Source data
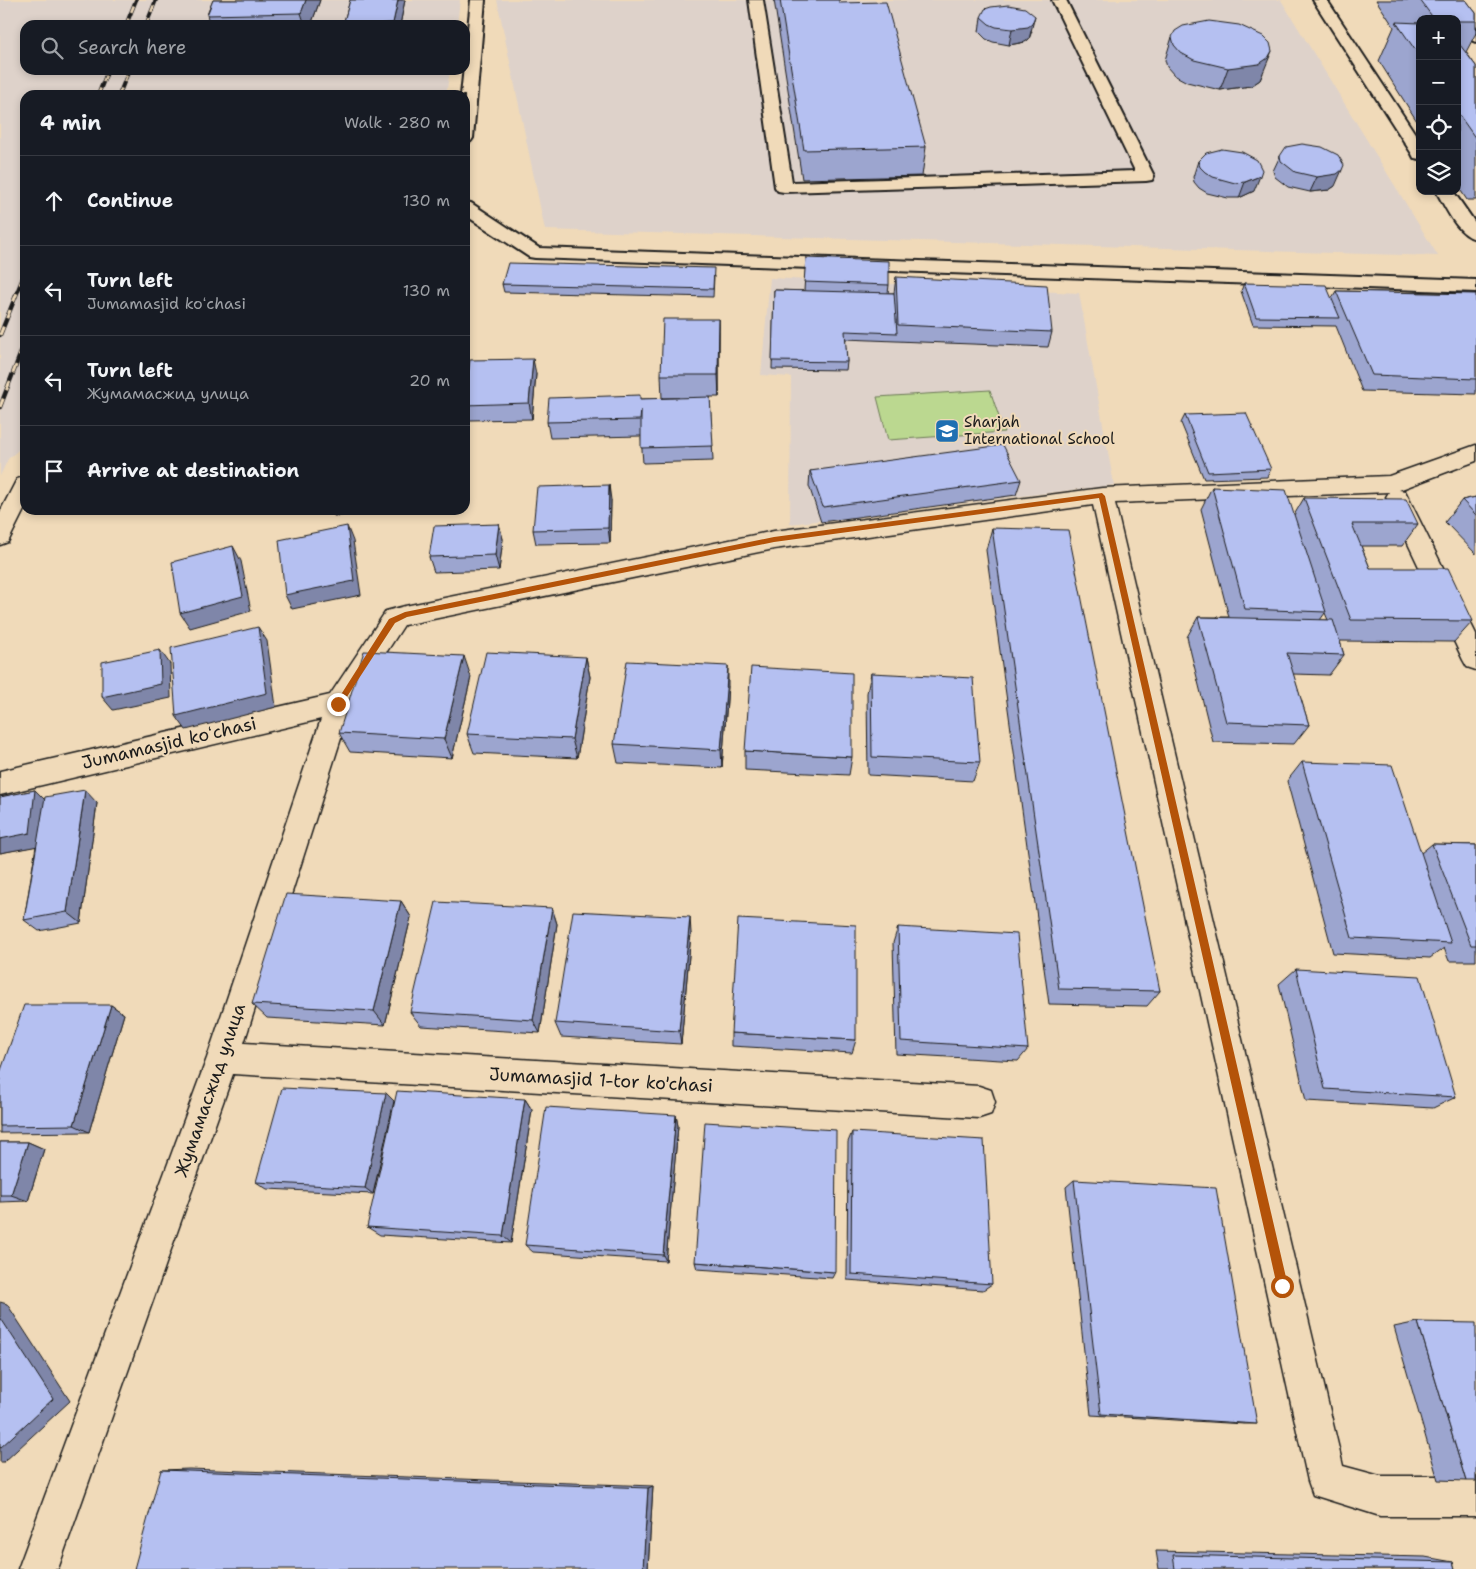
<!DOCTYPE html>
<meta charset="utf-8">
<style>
:root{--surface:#171b24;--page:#242831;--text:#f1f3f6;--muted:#9ea1a6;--line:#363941}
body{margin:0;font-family:"Shantell Sans",sans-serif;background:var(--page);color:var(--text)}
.controls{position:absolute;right:15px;top:15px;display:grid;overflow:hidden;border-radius:10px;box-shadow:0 2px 8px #0003}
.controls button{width:45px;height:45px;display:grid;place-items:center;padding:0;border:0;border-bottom:1px solid var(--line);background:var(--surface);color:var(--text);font:25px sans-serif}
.stop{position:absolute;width:15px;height:15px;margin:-11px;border:4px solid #b45309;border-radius:50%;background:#fff}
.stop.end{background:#b45309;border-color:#fff;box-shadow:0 1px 5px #0008}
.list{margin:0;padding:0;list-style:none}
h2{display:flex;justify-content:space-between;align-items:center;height:65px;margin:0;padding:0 20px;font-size:21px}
h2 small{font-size:16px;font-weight:400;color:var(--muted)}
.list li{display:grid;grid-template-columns:32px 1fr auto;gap:15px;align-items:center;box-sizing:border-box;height:90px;padding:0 20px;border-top:1px solid var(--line)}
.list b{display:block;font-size:19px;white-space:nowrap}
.list p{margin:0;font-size:16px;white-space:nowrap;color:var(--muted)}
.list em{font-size:16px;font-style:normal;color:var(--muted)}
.icon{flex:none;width:28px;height:28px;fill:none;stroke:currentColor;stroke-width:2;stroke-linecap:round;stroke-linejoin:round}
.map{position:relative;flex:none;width:1476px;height:1569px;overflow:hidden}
.search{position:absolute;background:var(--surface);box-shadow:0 2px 8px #0003;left:20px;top:20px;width:450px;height:55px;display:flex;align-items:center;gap:12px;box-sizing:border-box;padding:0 18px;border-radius:15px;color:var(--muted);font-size:19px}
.panel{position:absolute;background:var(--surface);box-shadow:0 2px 8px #0003;left:20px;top:90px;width:450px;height:425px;border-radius:15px}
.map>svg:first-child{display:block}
.built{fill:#ded2ca}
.green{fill:#bbd890;stroke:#6c7a56}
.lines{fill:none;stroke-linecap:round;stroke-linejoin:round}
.service-casing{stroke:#1c1c1c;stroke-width:4}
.minor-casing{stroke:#1c1c1c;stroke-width:3}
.service{fill:#f0dab9;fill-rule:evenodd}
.minor{fill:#f0dab9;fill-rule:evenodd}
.rail-far1-casing{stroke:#1c1c1c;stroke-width:4}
.rail-casing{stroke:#1c1c1c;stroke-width:4.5}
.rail-far1{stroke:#f0dab9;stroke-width:2.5;stroke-dasharray:7;stroke-linecap:butt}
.rail{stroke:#f0dab9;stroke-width:3;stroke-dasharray:9;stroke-linecap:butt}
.wall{fill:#9ca5cf;stroke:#1c1c1c;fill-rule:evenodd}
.shaded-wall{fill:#7f86a9;stroke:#1c1c1c}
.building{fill:#b5c0f1;stroke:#1c1c1c}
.route{fill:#b45309}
.labels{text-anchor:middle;stroke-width:4;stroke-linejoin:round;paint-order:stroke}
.far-poi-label{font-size:15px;fill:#1c1c1c;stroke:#f0dab9;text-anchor:start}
.street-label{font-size:18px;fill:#1c1c1c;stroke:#f0dab9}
</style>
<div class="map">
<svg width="1476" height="1569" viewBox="0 0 1476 1569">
<rect width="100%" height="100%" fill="#f0dab9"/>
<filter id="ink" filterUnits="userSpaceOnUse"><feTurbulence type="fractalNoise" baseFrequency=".02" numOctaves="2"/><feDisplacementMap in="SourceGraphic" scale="10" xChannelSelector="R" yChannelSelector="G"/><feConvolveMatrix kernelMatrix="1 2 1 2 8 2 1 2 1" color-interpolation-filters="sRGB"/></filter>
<g filter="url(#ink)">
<!-- built -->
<path class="built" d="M0,0H460L457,25H25V70H450L446,95H25V444L8,459L0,476Z
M497,0H1281L1438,256L545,230Z
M770,278L1079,293L1114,485L790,524L791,377L761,375Z"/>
<!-- green -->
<path class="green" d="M990,390L1004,432L888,440L877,397Z"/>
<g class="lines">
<defs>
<path id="service" d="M471,0H485L473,138L471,141L465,143V95H461Z
M749,0H763L792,182L1135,171L1052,0H1066L1154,176L1152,180L1146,181L784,192L778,191L775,187Z
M1313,0H1327L1420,141V159L1414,158L1412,154Z
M1439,0H1453L1476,28V42C1468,40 1457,27 1457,19H1453Z
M1436,191H1453L1476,224V239C1457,235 1445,206 1436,191Z
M465,202L471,203L539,248L1476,280V292L535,258L529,257L465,215Z"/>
<path id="minor" d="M1476,445V461L1399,490L1405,491L1408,497L1476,634V670L1467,667L1463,660L1386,497L1389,492L1115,503L1343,1466L1380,1476H1476V1516H1380L1313,1495L1308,1481L1093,505L774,549L404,625L351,707L244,1043L979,1086L991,1090L995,1102L991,1114L979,1118L233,1074L58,1569H18L207,1058L321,719L0,795V771L330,695L386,611L405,606L774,531L1102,488L1389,476Z
M25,477V508L8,542L0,545V512L17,479Z"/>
</defs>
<!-- service casing -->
<use href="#service" class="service-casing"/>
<!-- minor casing -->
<use href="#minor" class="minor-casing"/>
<!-- service -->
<use href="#service" class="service"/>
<!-- minor -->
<use href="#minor" class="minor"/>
<defs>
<path id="rail-far1" d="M126,25L136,0
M146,25L156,0
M98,95L108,70
M119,95L129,70"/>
<path id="rail" d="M0,335L25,273
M0,407L25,342"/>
</defs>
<!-- rail-far1 casing -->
<use href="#rail-far1" class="rail-far1-casing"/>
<!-- rail casing -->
<use href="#rail" class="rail-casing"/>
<!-- rail-far1 -->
<use href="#rail-far1" class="rail-far1"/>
<!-- rail -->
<use href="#rail" class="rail"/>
</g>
<!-- wall -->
<path class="wall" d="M213,0H320L311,25H210L207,15Z
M350,0H405L400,25H343Z
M774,0H839V3L926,147L922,176L802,179Z
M1376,0H1466L1476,13V33L1466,52L1476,66V200H1467L1457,185V19H1420V126L1379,61L1394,27Z
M981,17L1032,31L1029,39L1025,42L1009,45L993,42L986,39L979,32Z
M1172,37L1263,73L1260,80L1251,86L1220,90L1187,82L1174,75L1167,67L1165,60Z
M1222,149L1254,191L1239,198H1228L1207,193L1199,188L1194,182L1193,177L1198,161Z
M1280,156L1335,186L1329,190L1310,192L1288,187L1275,177L1273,171Z
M806,258L889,285L888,293H894L896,277L1052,332L1048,347L845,339L847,362L846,370L772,369L774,290L804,291Z
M714,276L713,297L504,292L502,284Z
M1244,283L1332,298L1336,291L1476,294V394L1362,391L1336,326L1253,325L1241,291Z
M719,319V397H710L713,461L643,463L641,436L550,438L547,422L641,399L679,398H662L661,375Z
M536,374L532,419L468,420L466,411L465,416V391Z
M1185,415L1271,469L1267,477L1204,479L1181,423Z
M810,471L1021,480L1016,495L821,522L809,486Z
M1212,487L1294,515L1304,498L1418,524L1402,546H1361L1370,568L1473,621L1454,642L1340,641L1344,655L1329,675L1293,674L1309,725L1294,744L1213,742L1187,637L1198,617H1229L1201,509ZM1325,613L1328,620H1320Z
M1476,497V554L1445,522L1462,500Z
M611,500L610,543L536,544L533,530Z
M332,510H374L373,514L334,516Z
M499,524L503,539L499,570L434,572L429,557Z
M992,528L1160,991L1147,1006L1049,1004L986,550Z
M586,657L590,677L577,758L474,753L467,734Z
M871,673L980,762L973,781L868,775L867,693Z
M471,677L452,758L350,752L339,733Z
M728,686L722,768L618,763L614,744Z
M745,751L852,757L849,775L745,770Z
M1302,762L1421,853L1432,844L1476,845V961H1449L1444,948L1430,958L1333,953L1287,781Z
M35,790L44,799L97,803L81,923L39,931L24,920L36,846L0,853V797Z
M401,901L411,917L385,1025L267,1018L252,1004Z
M552,908L557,924L540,1033L421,1026L410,1012Z
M898,927L1028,1049L1018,1061L896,1054L893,943Z
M691,933L681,1044L561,1037L555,1023Z
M1296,969L1456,1097L1433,1108L1306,1101L1279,984Z
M111,1005L124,1014L89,1132L0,1133V1073Z
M731,1033L856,1040L852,1053L731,1046Z
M525,1099L532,1110L511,1243L380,1235L367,1227Z
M394,1101L373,1194L267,1189L256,1182Z
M676,1115L678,1126L666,1261L533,1252L525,1245Z
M852,1132L992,1284L983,1290L847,1280L848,1142Z
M0,1142H28L44,1149L28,1201L0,1202Z
M1074,1180L1257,1424H1244L1091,1415L1066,1187Z
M695,1262L835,1272L832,1278L697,1269Z
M1418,1322L1466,1481L1438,1480L1394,1327Z
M189,1469L653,1486L648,1569L161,1470Z
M1156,1551L1425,1557L1453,1562L1455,1569H1159Z"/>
<!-- shaded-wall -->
<path class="shaded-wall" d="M306,0H320L311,25H305L301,13Z
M398,0H405L400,25H394L393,23Z
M1035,16L1029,39L1025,42L1009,45L1012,29Z
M1272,51L1260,80L1251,86L1220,90L1228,68Z
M1342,170L1335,186L1329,190L1310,192L1317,177Z
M1260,176L1254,191L1239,198L1245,182Z
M719,319V397L718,375Z
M533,359L536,374L532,419L529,403Z
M609,485L611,500L610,543L608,528Z
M499,524L503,539L499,570L495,555Z
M347,526L353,541L361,595L292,609L285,595Z
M233,546L241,561L251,611L190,628L180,613Z
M258,627L267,641L276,707L186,730L176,716Z
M160,650L170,664L171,698L113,710L102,697Z
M464,656L471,677L452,758L444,739Z
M586,657L590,677L577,758L572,739Z
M728,666V686L722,768L721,750Z
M35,790L48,803L44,845L0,853V839Z
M85,790L97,803L81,923L67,912Z
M401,901L411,917L385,1025L374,1011Z
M552,908L557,924L540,1033L533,1020Z
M690,917L691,933L681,1044L679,1031Z
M111,1005L124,1014L89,1132L74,1125Z
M386,1093L394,1101L373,1194L365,1188Z
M525,1099L532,1110L511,1243L503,1236Z
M676,1115L678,1126L666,1261L663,1255Z
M28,1142L44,1149L28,1201L11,1195Z
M0,1302L7,1304L70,1401L4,1462H0Z
M653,1486L648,1569H643L648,1488Z"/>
<!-- building -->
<path class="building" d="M213,0H306L301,13L207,15Z
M350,0H398L393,23L343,25Z
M780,0H839V3L886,2L926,147L804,150Z
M1420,0H1466L1476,13V21H1457V19H1434Z
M1008,5L1025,8L1035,16L1032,24L1028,27L1012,29L996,27L989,24L981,17L985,9L991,7Z
M1209,21L1239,25L1263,36L1270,43L1272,51L1268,58L1259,64L1228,68L1194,60L1181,53L1174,45L1172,37L1175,31L1183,26Z
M1396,22L1420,23V57Z
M1457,41L1476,66V139L1457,112Z
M1302,144L1322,147L1338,155L1344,165L1342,170L1337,174L1317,177L1295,172L1281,161L1280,156L1286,147Z
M1222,149L1242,152L1257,160L1262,170L1260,176L1245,182L1235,183L1213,177L1205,172L1200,167L1198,161L1206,153Z
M806,258L889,261V285L804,282Z
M508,263L714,268L713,289L502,284Z
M896,277L1047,285L1052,332L898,325Z
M1244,283L1326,285L1340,318L1256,317Z
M774,290L894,293L897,333L845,331L847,362L772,361Z
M1336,291L1476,294V379L1372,375Z
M663,319H719L718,375H661Z
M533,359L529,403L465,405V398L470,360Z
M640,395V399L710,397L713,446L641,448V410L640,420L547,422L549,398Z
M1246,413L1271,469L1208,472L1185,415Z
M1003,445L1021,480L823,507L810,471Z
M609,485L608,528L533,530L537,487Z
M1212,487L1286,490L1326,612L1245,609Z
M1476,497V515L1462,500Z
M1304,498L1406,499L1418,524H1352L1370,568H1448L1473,621L1351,620Z
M499,524L495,555L429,557L434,526Z
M347,526L354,581L285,595L279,540Z
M992,528L1068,530L1160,991L1059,989Z
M233,546L243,596L180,613L172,562Z
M1198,617L1333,620L1344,655L1287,653L1309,725L1226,722Z
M258,627L267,693L176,716L171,648Z
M160,650L161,684L102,697V662Z
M364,651L464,656L444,739L339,733Z
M486,652L586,657L572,739L467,734Z
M627,661L728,666L721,750L614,744Z
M751,667L852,673V757L745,751Z
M871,673L973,678L980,762L872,757Z
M1302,762L1392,765L1451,943L1352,938Z
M35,790L30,833L0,839V797Z
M85,790L67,912L24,920L45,797Z
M1432,844L1476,845V945H1471Z
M286,894L401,901L374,1011L252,1004Z
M436,902L552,908L533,1020L410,1012Z
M573,911L690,917L679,1031L555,1023Z
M738,919L856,925V1040L731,1033Z
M898,927L1017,934L1028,1049L901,1041Z
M1296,969L1420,976L1456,1097L1325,1089Z
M24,1005H111L74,1125L0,1126V1073Z
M282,1088L386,1093L365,1188L256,1182Z
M397,1091L525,1099L503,1236L367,1227Z
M546,1107L676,1115L663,1255L525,1245Z
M705,1122L836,1130L835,1272L695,1262Z
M852,1132L984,1140L992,1284L851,1274Z
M0,1142H28L11,1195H0Z
M1074,1180L1216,1188L1257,1424L1101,1414Z
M0,1317L53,1399L0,1448Z
M1418,1322L1476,1323V1481H1466Z
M161,1470L648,1488L643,1569H134Z
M1173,1555L1453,1562L1455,1569H1175Z"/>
</g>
<!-- route -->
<path class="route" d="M1102,493L1105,496L1288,1286L1286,1290L1282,1292L1279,1290L1277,1286L1099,498L774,542L407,617L395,623L341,706L338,707L335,704L389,619L405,612L774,537Z"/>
<!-- icons -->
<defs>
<symbol id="school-square" viewBox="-11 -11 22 22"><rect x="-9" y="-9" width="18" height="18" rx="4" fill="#1f6fb2" stroke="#f0dab9"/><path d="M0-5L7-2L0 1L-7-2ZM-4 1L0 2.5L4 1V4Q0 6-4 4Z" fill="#fff"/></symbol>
</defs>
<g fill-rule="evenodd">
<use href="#school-square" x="933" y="417" width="28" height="28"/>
</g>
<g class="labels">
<!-- far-poi labels -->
<g class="far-poi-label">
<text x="964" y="427">Sharjah<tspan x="964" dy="17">International School</tspan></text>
</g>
<!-- street labels -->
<g class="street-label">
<text transform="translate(169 743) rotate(-13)" y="6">Jumamasjid koʻchasi</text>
<text transform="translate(601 1080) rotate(3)" y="6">Jumamasjid 1-tor ko'chasi</text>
<text transform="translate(210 1090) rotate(-71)" y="6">Жумамасжид улица</text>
</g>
</g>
</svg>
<div class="controls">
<button>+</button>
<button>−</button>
<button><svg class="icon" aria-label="locate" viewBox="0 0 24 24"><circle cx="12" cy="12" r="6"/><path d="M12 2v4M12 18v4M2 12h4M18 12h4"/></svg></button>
<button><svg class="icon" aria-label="layers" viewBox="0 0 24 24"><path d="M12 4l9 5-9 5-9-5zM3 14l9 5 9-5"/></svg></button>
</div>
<div class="stop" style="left:1282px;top:1286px"></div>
<div class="stop end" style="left:338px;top:704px"></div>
<div class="search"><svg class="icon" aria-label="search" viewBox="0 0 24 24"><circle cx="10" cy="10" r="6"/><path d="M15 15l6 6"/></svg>Search here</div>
<section class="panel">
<h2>4 min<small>Walk · 280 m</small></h2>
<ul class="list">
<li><svg class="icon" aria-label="ahead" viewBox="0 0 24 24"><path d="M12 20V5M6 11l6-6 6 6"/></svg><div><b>Continue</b></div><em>130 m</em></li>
<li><svg class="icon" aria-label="left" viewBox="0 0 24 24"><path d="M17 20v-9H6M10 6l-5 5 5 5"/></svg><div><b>Turn left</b><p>Jumamasjid koʻchasi</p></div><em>130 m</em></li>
<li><svg class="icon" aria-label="left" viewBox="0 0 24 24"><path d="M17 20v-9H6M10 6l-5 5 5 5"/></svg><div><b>Turn left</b><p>Жумамасжид улица</p></div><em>20 m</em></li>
<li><svg class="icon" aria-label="arrive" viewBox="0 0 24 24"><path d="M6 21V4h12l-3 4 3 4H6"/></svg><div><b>Arrive at destination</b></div></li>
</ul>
</section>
</div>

◆ TASK STATEMENT
The answer must consist solely of the number of lines in the entries that contain the word "sans".

◆ ANSWER BELOW
2